Denying the existence of God or ignoring His existence as irrelevant, or not believing in someone else's God.
Plato used the word in his writings; it appears in the epistles of St. Paul; and early Christian Church fathers used it to describe pagans. The Romans used it to describe Christians. From the origin of Christianity until the 15th century, explicit atheism was practically unknown. The Renaissance and its emphasis on humanism fostered a return to explicit atheism. Political philosophers of the 18th century tended to deny the divine right of kings. However, some reserved the divine right of individual free choice. Nietzsche postulated the death of God and the arrival of superman. Humanism and modern scientific theory are seen by some religious bodies as atheism. They include as atheistic some eastern religions such as Buddhism, Jainism and Confucianism which accept first principles other than a personal god. The Christian Church recognizes Marxism as the modern standard for political atheism on the foundations of moralism. They face the dilemma of distinguishing right from wrong in the absence of belief in a god.
Modern experimenters in social, political and physical science try to remove the impediments of religious considerations to proceed in their work under their own and secular ethical constraints.

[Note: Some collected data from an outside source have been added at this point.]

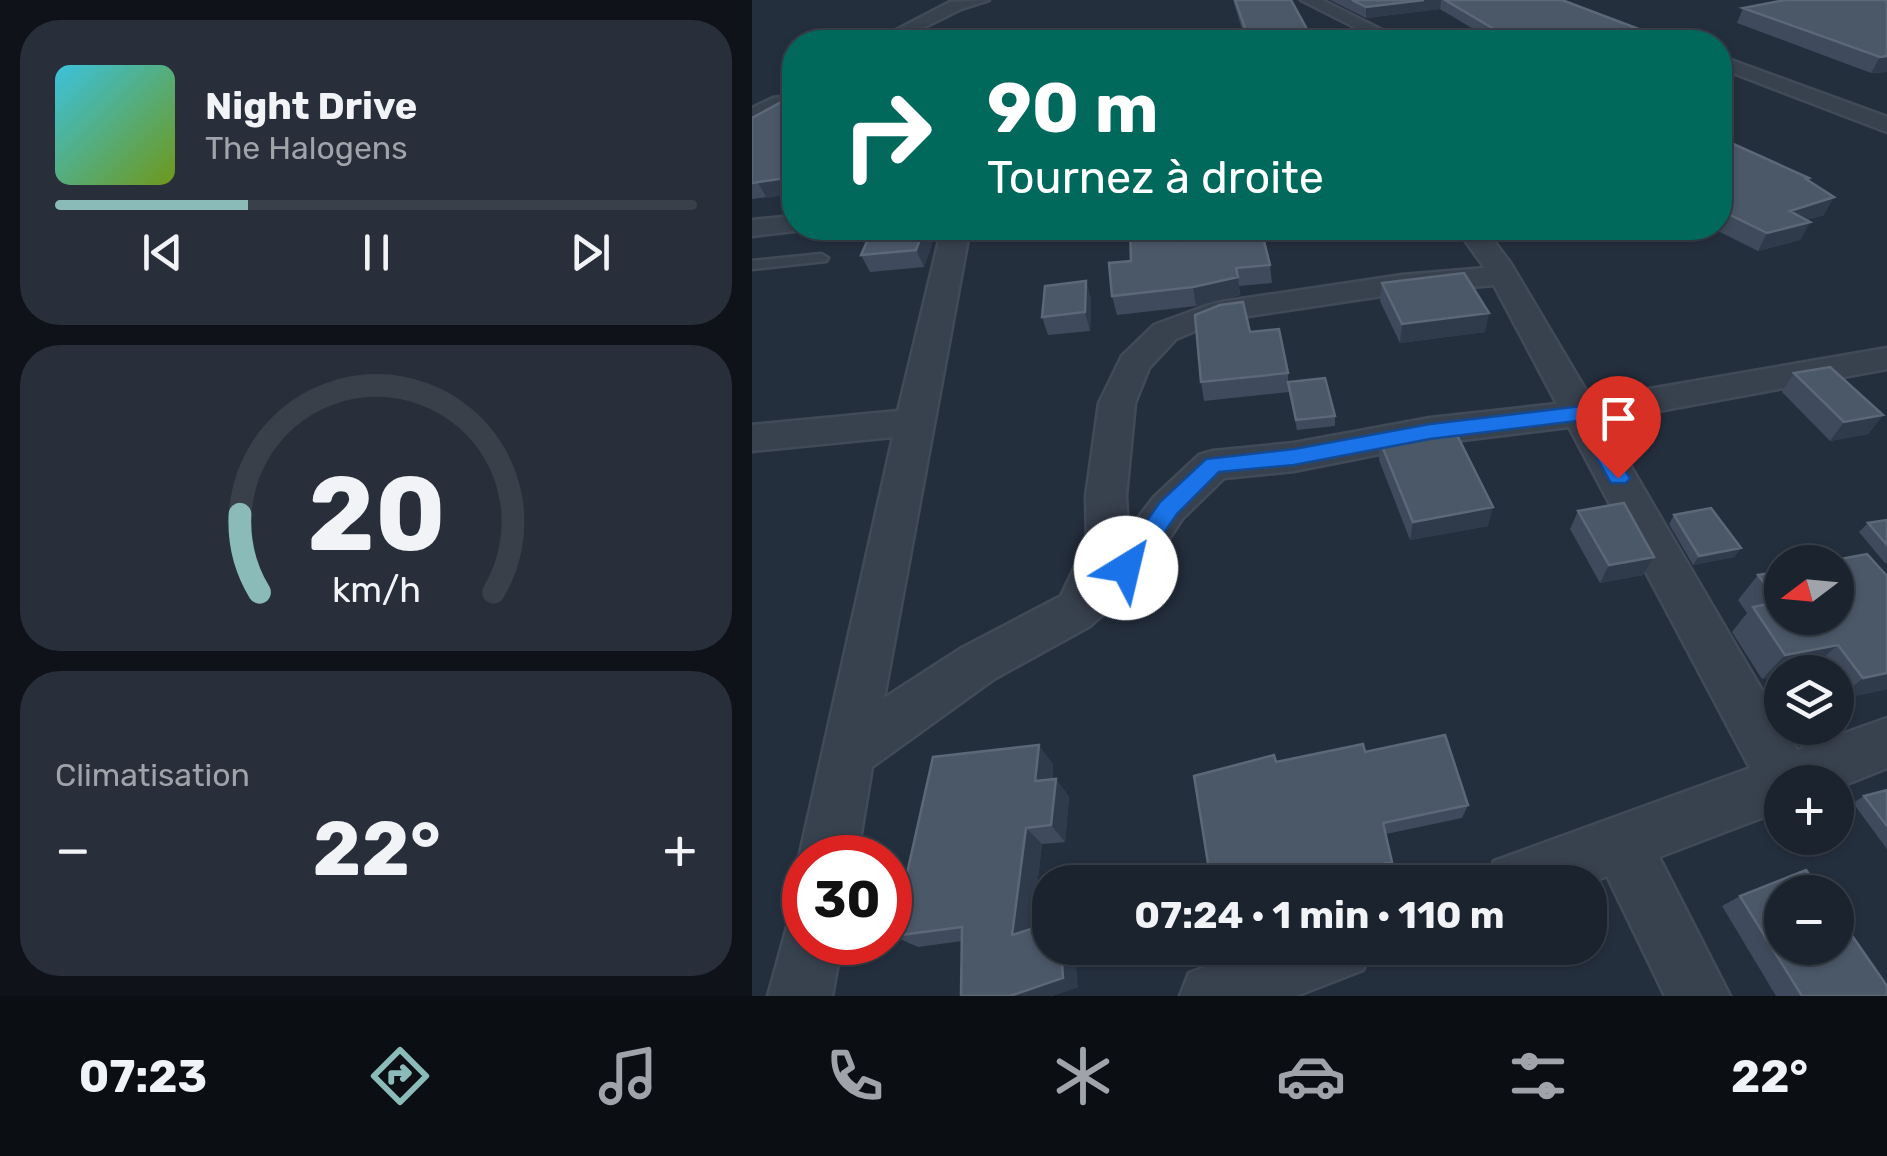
<!DOCTYPE html>
<html lang="fr">
<head>
<meta charset="utf-8">
<style>
	body { margin:0; font-family:Rubik,sans-serif; background:#282f3a; color:#f1f3f6; height:100vh; display:flex; flex-direction:column; font-size:38px; white-space:nowrap }
	* { box-sizing:border-box; margin:0 }
	p { font-size:32px; color:#a0a4aa }
	.icon { flex:none; width:55px; height:55px; fill:none; stroke:currentColor; stroke-width:2; stroke-linecap:round; stroke-linejoin:round }
	.map { position:relative; flex:1; overflow:hidden }
	.panel { display:flex; flex-direction:column; gap:20px; padding:20px; background:#0f1319; width:752px }
	.panel>* { flex:none }
	.guide { position:absolute; left:30px; top:30px; width:950px; height:210px; border-radius:40px; box-shadow:0 2px 8px #0004,0 0 0 2px #39404a; background:#00695c; color:#fff; overflow:hidden }
	.needle { width:65px; rotate:254deg }
	.tools { position:absolute; left:1012px; top:545px; display:grid; gap:20px }
	.tools a { display:grid; place-items:center; width:90px; height:90px; border-radius:50%; background:#1b232e; box-shadow:0 2px 8px #0004,0 0 0 2px #39404a; font-size:50px }
	.speed { position:absolute; left:30px; top:835px; display:flex; gap:20px; font-size:50px; font-weight:700; text-align:center }
	.speed>* { display:grid; place-content:center; width:130px; height:130px; border-radius:50%; background:#1b232e; box-shadow:0 2px 8px #0004,0 0 0 2px #39404a; line-height:1 }
	.speed .limit { border:15px solid #d22; background:#fff; color:#111 }
	.pin { position:absolute; display:grid; place-items:center; width:85px; height:85px; color:#fff; margin:-102px -42px; border-radius:50% 50% 50% 0; rotate:-45deg; box-shadow:0 0 10px #0007 }
	.pin .icon { rotate:45deg }
	.me { position:absolute; width:110px; margin:-55px; rotate:36deg; stroke-linejoin:round; filter:drop-shadow(0 0 8px #0008) }
	.turn { display:flex; align-items:center; gap:35px; height:210px; padding:0 40px; font-size:45px }
	.turn .icon { width:130px; height:130px; stroke-width:2.5 }
	.turn b { display:block; font-size:70px; line-height:85px }
	.big { font-size:75px; font-weight:700; line-height:1.1 }
	.panel .card { flex:1; display:flex; flex-direction:column; justify-content:center; gap:15px; min-width:0; padding:0 35px; border-radius:40px; background:#282f3a }
	.panel .dial { align-items:center; gap:0 }
	.dial svg { height:260px; overflow:visible; fill:none; stroke:#39404a; stroke-width:7; stroke-linecap:round; text-anchor:middle }
	.dial text { fill:#f1f3f6; stroke:none }
	.song { display:flex; align-items:center; gap:30px }
	.cover { width:120px; height:120px; border-radius:15px; background:linear-gradient(135deg,hsl(190 70% 55%),hsl(80 70% 35%)) }
	.played { height:10px; border-radius:5px; background:linear-gradient(90deg,#8bbbb9 30%,#39404a 30%) }
	.keys { display:flex; justify-content:space-around; direction:ltr }
	.heat { display:flex; justify-content:space-between; align-items:center; font-size:55px; direction:ltr }
	.trip { position:absolute; left:280px; top:865px; width:575px; height:100px; border-radius:40px; background:#1b232e; box-shadow:0 2px 8px #0004,0 0 0 2px #39404a; font-weight:700; line-height:100px; text-align:center }
	.tabs { display:flex; height:160px; justify-content:space-around; align-items:center; background:#0b0e12; color:#a0a4aa }
	.tabs .icon { width:70px; height:70px }
	.tabs .on { color:#8bbbb9 }
	.tabs b { font-size:45px; color:#f1f3f6 }
	main { display:flex; flex:1; min-height:0 }
	.map>svg:first-child { display:block }
	.lines { fill:none; stroke-linecap:round; stroke-linejoin:round }
	.lane-casing { stroke:#414a57; stroke-width:5 }
	.street-casing { stroke:#414a57; stroke-width:5 }
	.lane { fill:#38414e; fill-rule:evenodd }
	.street { fill:#38414e; fill-rule:evenodd }
	.wall { fill:#3f4b5c }
	.shaded-wall { fill:#2f3b4b }
	.building { fill:#4b5868; stroke:#5c6777; stroke-width:2.5 }
	.route { fill:#1a73e8; stroke:#114b97; stroke-width:2.5 }
</style>
</head>
<body>
<main>
<section class="panel">
<div class="card">
<div class="song"><i class="cover"></i><div><b>Night Drive</b><p>The Halogens</p></div></div>
<div class="played"></div>
<div class="keys"><svg class="icon" aria-label="previous" viewBox="0 0 24 24"><path d="M18 5L8 12l10 7zM5 5v14"/></svg><svg class="icon" aria-label="pause" viewBox="0 0 24 24"><path d="M8 5v14M16 5v14"/></svg><svg class="icon" aria-label="next" viewBox="0 0 24 24"><path d="M6 5l10 7-10 7zM19 5v14"/></svg></div>
</div>
<div class="card dial"><svg viewBox="0 0 100 80">
<path d="M14 69A42 42 0 1 1 86 69"/>
<path d="M14 69A42 42 0 0 1 8 45" stroke="#8bbbb9"/>
<text x="50" y="56" font-size="32" font-weight="700">20</text>
<text x="50" y="72" font-size="11">km/h</text>
</svg></div>
<div class="card"><p>Climatisation</p>
<div class="heat"><a>−</a><b class="big">22°</b><a>+</a></div>
</div>
</section>
<div class="map">
<svg width="1135" height="996" viewBox="0 0 1135 996">
	<rect width="100%" height="100%" fill="#242f3e"/>
	<g class="lines">
		<g class="lane-casing">
			<path id="lane" d="M69,254L76,258L74,261L0,269V261Z"/>
		</g>
		<g class="street-casing">
			<path id="street" d="M237,0L209,9L143,42H121L198,2Z
				M549,0H570L654,42H632Z
				M968,56L1135,117V132L968,68Z
				M42,95V107L0,122V108L21,98Z
				M42,216V228L51,230L0,236V220Z
				M190,228H218L132,698L208,649L309,596L335,541L334,496L347,403L370,356L402,325L462,303L650,275L733,268L704,228H732L759,264L839,399L1135,348V369L852,421L1045,750L1135,718V768L1085,788V782H1030V810L907,857L978,996H913L855,876L838,883L734,882L742,861L998,768L817,427L678,444L542,471L472,478L430,519L389,581L338,626L242,679L120,767L105,858H52V870L47,858L141,437L0,451V425L146,411ZM742,285L805,404L678,418L542,443L461,451L447,455L402,497L376,531L374,496L383,403L397,368L424,339L469,320L650,293Z
				M52,914V942H90L80,996H16L37,920Z
				M506,948H620L611,970L544,996H428L437,973Z"/>
		</g>
		<use href="#lane" class="lane"/>
		<use href="#street" class="street"/>
	</g>
	<path class="wall" d="M481,0H539L562,42H494Z
		M578,0H810L917,42H743L688,9L614,18Z
		M1135,0V72L1119,73L985,23L991,8Z
		M42,95V194L0,199V118Z
		M968,138L1057,178L1056,181L1072,215L1054,220L1058,222L1048,240L1006,251L960,228H968Z
		M121,228H185L172,267L118,272L109,255Z
		M430,241L518,265L520,283L487,286L488,295L444,306L365,315L360,296L379,261Z
		M334,281L339,300L338,331L296,335L290,317Z
		M630,283L733,332L648,343L628,301Z
		M498,332L536,373V382L583,416V426L545,430L537,392L452,401L449,382Z
		M1042,373L1131,415L1116,434L1078,441L1030,392Z
		M628,441L736,526L658,540L627,460Z
		M826,511L902,557L891,575L848,583L818,529Z
		M922,515L989,548L982,557L941,565L917,524Z
		M1135,520V563H1133L1107,532L1116,523Z
		M1006,575L1135,576V689L1085,700V672H1063L1060,668L1010,679L980,632L995,613L986,600Z
		M613,752L716,805L710,818L634,834L640,862L637,873L594,882H459Z
		M301,764L300,780L304,779L317,797L313,842L290,844L280,928L326,987L300,996H209L210,941L166,947L141,936Z
		M1135,790V849L1101,803L1112,796Z
		M988,896L1135,996H1024L970,906Z"/>
	<path class="shaded-wall" d="M672,0H689L688,9L614,18V7Z
		M1135,56V72L1119,73L1128,57Z
		M42,177V194L15,198L6,183Z
		M1082,197L1072,215L1029,228L1038,211Z
		M1058,222L1048,240L1006,251L1015,233Z
		M172,228H185L172,267L164,250Z
		M486,277L488,295L444,306L441,287Z
		M334,281L339,300L338,331L333,312Z
		M737,313L733,332L648,343L650,324Z
		M1131,415L1116,434L1078,441L1092,422Z
		M741,507L736,526L658,540L661,522Z
		M989,548L982,557L941,565L947,556Z
		M902,557L891,575L848,583L857,565Z
		M1086,645L1060,668L1040,672H1030V675L1010,679L1033,655Z
		M1135,673V689L1085,700L1111,678Z
		M287,745L301,764L297,799L283,781Z
		M304,779L317,797L313,842L299,825Z
		M274,828L290,844L278,946L260,935Z
		M575,876L574,882H554Z
		M309,948H323L326,987L300,996H258Z"/>
	<path class="building" d="M483,0H539L562,42H498Z
		M600,0H672L614,7Z
		M693,0H810L892,31L917,42H764Z
		M1033,0H1135V56L1128,57L991,8Z
		M42,95V177L0,183V118Z
		M968,138L1057,178L1054,179L1082,197L1038,211L1058,222L1015,233L968,210Z
		M121,228H172L164,250L109,255Z
		M378,228H428L430,241L510,233L518,265L484,268L486,277L441,287L360,296L357,263L379,261Z
		M712,273L737,313L650,324L630,283Z
		M334,281L333,312L290,317L293,286Z
		M491,302L498,332L527,329L536,373L449,382L443,315L468,305Z
		M1078,367L1131,415L1092,422L1042,373Z
		M573,378L583,416L544,420L536,382Z
		M702,429L741,507L661,522L628,441Z
		M872,503L902,557L857,565L826,511Z
		M959,508L989,548L947,556L922,515Z
		M1135,520V545L1116,523Z
		M1115,554L1135,576V673L1111,678L1086,645L1033,655L1001,607L1026,602L1006,575L1030,571V618H1085V562H1072Z
		M693,735L716,805L631,823L640,862L575,876L554,882H459L442,776L522,755L524,762L611,744L613,752Z
		M287,745L283,781L304,779L299,825L274,828L260,935L298,923V948H309L311,978L258,996H209L210,927L141,936L181,757Z
		M1135,790V826L1112,796Z
		M1054,870L1070,892H1030V948H1085V914L1135,986V996H1050L988,896Z"/>
	<path class="route" d="M830,406L837,408L874,472L878,478L874,483H859L824,421L678,439L542,465L467,472L425,514L383,575H365L362,568L408,502L454,459L542,449L678,424Z"/>
</svg>
<div class="tools">
<a><svg class="needle" viewBox="-14 -14 28 28"><path d="M0-13l5 13h-10z" fill="#e53935"/><path d="M0 13l5-13h-10z" fill="#a0a4aa"/></svg></a>
<a><svg class="icon" aria-label="layers" viewBox="0 0 24 24"><path d="M12 4l9 5-9 5-9-5zM3 14l9 5 9-5"/></svg></a>
<a>+</a>
<a>−</a>
</div>
<div class="speed"><div class="limit">30</div></div>
<div class="pin" style="left:866px;top:478px;background:#d93025"><svg class="icon" aria-label="arrive" viewBox="0 0 24 24"><path d="M6 21V4h12l-3 4 3 4H6"/></svg></div>
<svg class="me" style="left:374px;top:568px" viewBox="-20 -20 40 40"><circle r="19" fill="#fff"/><path d="M0-13L10 11 0 6-10 11z" fill="#1a73e8"/></svg>
<div class="trip">07:24 · 1 min · 110 m</div>
<div class="guide">
<div class="turn"><svg class="icon" aria-label="right" viewBox="0 0 24 24"><path d="M7 20v-9h11M14 6l5 5-5 5"/></svg><div><b>90 m</b>Tournez à droite</div></div>
</div>
</div>
</main>
<nav class="tabs">
<b>07:23</b>
<svg class="icon on" aria-label="directions" viewBox="0 0 24 24"><path d="M12 3l9 9-9 9-9-9zM9 14v-3h6M13 9l2 2-2 2"/></svg>
<svg class="icon" aria-label="music" viewBox="0 0 24 24"><path d="M9 18V5l10-2v13"/><circle cx="6" cy="18" r="3"/><circle cx="16" cy="16" r="3"/></svg>
<svg class="icon" aria-label="phone" viewBox="0 0 24 24"><path d="M5 4h4l2 5-3 2q2 4 5 5l2-3 5 2v4C11 20 4 13 5 4z"/></svg>
<svg class="icon" aria-label="climate" viewBox="0 0 24 24"><path d="M12 3v18M4 7l16 10M4 17L20 7"/></svg>
<svg class="icon" aria-label="car" viewBox="0 0 24 24"><path d="M5 17H2v-5l4-1 3-4h7l3 4 3 1v5h-3M9 17h6M6 11h13"/><circle cx="7" cy="17" r="2"/><circle cx="17" cy="17" r="2"/></svg>
<svg class="icon" aria-label="filters" viewBox="0 0 24 24"><path d="M4 7h16M4 17h16"/><circle cx="9" cy="7" r="2"/><circle cx="15" cy="17" r="2"/></svg>
<b>22°</b>
</nav>
</body>
</html>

Atheism has contributed to the development of modern political systems by opposing either social needs or human values to the former god-given rights of rulers and political leaders.
Atheism attacks the foundations of any ethical system based on the acceptance of supernatural powers. Personal choice or humanistic consensus, when substituted for religious principles, weaken ethical discipline. Social destruction can result from undisciplined choices of action, such as nuclear warfare.